(Continued from December 20, 2011)
The City Hotel, where James Stuart stayed on his first visit to New York City last year had another guest now in 1829. John Lansing, Jr.'s family was old Albany aristocracy, dating back to the 1660s. The 75-year-old retired jurist had been an ensign in the American Revolution, where he served as secretary to General Philip Schuyler. After the war he'd been elected to the state assembly, in the late 1780s serving simultaneously as speaker and as Albany's mayor. He'd also been a delegate to the U. S. Constitutional Convention in Philadelphia but, not having a clear mandate from the state, leaving before ratification. He'd gone on to serve on the state supreme court then accepted the post of Chancellor of New York State, retiring in 1814. Through the years he'd acquired large sections of land north of Troy (today's Lansingburgh) and in the Schoharie River valley to the west of Schenectady.
It's possible that over the past year or two he'd come across news items in the overseas section of New York newspapers back in January referring to an execution in Edinburgh. Huge crowds gathered on the 28th to watch Irish-born peddler William Burke exterminated. It had been discovered that in the past year his primary stock in trade was dead people. Working with lodging house keeper William Hare, he'd taken the body of an elderly lodger and selling it to a local surgeon who ran dissecting rooms for the training of doctors. The seven-plus pounds sterling they were paid for the corpse brought out the entrepreneurial spirit in the pair and they'd soon sold another sixteen of the newly-departed, mostly women. Newly-departed that is at the hands of the two men.

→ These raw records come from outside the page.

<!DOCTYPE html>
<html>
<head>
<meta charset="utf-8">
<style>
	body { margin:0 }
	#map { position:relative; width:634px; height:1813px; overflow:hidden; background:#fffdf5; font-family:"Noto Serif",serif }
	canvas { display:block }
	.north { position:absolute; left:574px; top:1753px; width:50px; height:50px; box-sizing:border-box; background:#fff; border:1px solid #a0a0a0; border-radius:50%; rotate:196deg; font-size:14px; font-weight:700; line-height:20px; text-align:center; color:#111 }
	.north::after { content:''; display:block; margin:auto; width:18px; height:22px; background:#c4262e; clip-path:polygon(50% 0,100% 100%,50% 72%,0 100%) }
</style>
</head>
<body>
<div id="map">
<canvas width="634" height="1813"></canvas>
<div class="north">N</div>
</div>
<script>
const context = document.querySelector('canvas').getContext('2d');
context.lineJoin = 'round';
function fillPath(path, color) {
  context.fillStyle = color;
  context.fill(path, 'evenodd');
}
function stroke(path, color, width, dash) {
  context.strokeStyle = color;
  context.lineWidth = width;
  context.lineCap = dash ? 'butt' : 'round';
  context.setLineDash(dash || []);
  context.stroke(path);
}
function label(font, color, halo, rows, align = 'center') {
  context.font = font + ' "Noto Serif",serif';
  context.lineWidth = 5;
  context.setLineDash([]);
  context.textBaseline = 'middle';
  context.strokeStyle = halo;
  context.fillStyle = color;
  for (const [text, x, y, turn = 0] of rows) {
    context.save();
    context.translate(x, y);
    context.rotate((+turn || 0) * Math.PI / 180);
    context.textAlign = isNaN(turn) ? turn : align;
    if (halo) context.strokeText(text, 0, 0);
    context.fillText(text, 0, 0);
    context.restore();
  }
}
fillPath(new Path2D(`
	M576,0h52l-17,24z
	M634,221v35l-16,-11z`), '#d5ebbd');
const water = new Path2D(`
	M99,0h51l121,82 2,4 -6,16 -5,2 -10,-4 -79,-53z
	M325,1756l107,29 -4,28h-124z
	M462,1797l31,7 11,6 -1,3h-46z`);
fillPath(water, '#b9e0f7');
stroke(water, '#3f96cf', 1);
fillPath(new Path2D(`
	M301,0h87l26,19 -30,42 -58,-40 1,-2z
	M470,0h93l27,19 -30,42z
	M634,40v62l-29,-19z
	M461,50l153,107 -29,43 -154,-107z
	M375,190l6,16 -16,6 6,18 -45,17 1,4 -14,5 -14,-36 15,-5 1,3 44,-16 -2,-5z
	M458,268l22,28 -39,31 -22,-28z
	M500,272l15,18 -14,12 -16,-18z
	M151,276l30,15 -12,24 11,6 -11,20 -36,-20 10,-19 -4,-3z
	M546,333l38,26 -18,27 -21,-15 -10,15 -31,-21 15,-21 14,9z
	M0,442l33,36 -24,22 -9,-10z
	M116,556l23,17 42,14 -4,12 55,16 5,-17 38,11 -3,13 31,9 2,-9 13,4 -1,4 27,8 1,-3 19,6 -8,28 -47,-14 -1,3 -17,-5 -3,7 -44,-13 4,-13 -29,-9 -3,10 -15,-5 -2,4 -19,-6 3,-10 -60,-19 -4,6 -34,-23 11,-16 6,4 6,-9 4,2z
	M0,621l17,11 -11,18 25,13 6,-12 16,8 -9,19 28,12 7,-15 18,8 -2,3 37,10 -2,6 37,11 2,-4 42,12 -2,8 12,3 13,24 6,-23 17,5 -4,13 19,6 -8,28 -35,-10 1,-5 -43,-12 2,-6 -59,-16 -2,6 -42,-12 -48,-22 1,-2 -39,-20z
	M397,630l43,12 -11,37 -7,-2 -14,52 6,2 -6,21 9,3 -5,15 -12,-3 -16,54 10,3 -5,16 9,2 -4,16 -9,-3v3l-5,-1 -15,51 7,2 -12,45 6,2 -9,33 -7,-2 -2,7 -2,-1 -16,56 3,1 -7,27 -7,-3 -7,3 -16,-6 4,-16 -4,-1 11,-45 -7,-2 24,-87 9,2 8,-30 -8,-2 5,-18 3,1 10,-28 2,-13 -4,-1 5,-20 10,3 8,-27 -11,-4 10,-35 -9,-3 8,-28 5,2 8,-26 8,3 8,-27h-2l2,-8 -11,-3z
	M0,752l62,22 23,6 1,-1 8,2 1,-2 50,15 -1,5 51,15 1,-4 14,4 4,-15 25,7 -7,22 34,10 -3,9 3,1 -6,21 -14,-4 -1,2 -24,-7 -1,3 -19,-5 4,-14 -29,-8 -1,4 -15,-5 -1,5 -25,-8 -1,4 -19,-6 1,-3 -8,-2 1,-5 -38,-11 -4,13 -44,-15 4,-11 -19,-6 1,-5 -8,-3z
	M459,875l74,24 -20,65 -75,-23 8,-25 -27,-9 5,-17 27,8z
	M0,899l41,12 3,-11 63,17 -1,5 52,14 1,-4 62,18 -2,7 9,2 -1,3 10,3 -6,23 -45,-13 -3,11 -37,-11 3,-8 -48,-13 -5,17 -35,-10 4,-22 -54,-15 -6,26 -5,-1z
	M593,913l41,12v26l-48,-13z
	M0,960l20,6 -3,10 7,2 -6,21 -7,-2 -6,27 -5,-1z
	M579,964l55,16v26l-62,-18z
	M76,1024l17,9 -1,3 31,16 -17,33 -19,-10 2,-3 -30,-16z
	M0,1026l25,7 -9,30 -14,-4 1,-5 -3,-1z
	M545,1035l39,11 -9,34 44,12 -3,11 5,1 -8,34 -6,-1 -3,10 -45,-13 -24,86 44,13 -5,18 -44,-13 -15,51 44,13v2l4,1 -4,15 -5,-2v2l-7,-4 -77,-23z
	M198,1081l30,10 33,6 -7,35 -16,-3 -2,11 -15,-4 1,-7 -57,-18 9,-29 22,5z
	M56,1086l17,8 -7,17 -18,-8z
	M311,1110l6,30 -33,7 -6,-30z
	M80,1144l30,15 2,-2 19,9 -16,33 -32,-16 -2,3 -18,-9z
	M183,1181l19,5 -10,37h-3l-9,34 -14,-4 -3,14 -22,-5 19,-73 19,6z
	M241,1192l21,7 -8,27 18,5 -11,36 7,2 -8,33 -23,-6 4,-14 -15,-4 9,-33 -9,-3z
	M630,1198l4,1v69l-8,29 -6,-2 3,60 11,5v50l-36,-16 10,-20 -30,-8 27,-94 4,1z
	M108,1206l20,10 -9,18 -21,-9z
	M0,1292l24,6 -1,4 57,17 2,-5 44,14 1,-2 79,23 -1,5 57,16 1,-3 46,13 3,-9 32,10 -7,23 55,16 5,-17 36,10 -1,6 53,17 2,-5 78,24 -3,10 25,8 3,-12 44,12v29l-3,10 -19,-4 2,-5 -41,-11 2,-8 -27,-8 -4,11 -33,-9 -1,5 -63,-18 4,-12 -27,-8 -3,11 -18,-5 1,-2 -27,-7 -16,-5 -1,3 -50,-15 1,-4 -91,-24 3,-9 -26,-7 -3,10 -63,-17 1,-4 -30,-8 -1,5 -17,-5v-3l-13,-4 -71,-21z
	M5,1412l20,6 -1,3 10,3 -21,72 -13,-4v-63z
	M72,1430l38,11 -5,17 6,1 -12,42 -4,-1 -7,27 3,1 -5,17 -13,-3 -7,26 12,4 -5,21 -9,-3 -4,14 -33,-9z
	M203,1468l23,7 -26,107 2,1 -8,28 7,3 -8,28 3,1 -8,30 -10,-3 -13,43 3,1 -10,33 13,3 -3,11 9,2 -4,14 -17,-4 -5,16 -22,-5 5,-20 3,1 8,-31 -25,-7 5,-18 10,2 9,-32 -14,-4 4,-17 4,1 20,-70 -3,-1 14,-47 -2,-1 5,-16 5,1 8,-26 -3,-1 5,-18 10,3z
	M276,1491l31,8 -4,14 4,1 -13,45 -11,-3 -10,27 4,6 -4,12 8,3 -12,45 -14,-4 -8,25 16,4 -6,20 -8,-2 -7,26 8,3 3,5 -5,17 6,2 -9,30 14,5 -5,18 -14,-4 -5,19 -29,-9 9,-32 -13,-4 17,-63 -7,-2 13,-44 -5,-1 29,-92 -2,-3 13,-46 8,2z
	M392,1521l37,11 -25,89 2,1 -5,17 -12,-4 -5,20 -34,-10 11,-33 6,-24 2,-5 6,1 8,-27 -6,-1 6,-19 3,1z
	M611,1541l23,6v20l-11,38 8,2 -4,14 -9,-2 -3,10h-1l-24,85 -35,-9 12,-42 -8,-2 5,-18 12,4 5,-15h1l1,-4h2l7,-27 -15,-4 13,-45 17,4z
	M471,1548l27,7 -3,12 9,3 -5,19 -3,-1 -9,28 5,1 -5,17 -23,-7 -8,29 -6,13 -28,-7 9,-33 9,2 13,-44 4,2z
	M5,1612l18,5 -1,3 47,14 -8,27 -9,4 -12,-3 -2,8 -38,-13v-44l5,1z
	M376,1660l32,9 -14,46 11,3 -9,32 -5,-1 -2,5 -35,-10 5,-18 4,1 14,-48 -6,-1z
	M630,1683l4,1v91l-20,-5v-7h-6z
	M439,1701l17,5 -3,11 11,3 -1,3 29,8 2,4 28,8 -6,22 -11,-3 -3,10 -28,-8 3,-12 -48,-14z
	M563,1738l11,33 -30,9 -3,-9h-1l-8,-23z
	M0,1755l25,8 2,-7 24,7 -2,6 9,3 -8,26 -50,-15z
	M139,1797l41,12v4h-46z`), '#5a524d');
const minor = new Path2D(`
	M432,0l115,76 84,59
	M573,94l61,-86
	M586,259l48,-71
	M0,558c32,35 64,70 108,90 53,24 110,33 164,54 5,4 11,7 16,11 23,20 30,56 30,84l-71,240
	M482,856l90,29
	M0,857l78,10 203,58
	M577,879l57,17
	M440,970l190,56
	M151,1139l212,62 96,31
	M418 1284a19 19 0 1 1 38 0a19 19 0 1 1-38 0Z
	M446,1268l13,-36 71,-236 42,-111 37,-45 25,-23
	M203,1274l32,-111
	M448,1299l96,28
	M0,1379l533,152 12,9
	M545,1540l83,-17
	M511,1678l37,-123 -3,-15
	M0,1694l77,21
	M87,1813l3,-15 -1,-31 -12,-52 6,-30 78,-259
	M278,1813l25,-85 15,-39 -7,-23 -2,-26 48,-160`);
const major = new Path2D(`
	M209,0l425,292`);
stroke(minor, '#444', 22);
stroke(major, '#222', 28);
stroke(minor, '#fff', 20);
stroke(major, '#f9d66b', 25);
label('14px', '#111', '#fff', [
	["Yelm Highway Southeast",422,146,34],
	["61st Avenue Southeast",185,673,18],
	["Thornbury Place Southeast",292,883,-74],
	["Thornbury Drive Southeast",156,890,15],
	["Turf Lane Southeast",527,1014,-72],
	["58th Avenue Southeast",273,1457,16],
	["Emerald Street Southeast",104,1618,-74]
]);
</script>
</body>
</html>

When their lethal venture was discovered and the two arrested, Hare agreed to a plea bargain offer and was spirited away to protect him against mob violence. Burke's more violent and final departure delighted the huge crowds - some estimates put the number at close to 40,000 - gathered for the public execution. After Burke danced on air for a short while he had one more service to perform for the medical profession. The body was taken to the medical school rooms where a number of doctors examined the corpse - some making sketches - then a number of students were allowed in to watch as the top of the dead man's head was surgically removed for a lesson on the human brain. Other young fans of the anatomical arts, kept out of the building for lack of space, began attacking the police and it wasn't until the town council intervened and promised everyone a good look that order was restored.
Violent death was no stranger to New Yorkers, but the news from Scotland had put people on edge. As the Manhattan diarist calling himself Octogenarian noted, "With Burke's deeds fresh in memory, it was easy to connect horrid imaginings with the stories, either true or false, of unexplained disappearances in New York, and thus a great excitement and wide-spread terror were engendered. Women and children never ventured forth alone after nightfall, and citizens generally were armed during their evening walks, though only with heavy sticks."
Meanwhile, judge John Lansing was preparing to return to Albany in time for the holidays. On December 12th he walked out of the City Hotel to mail some letters. He was never seen again.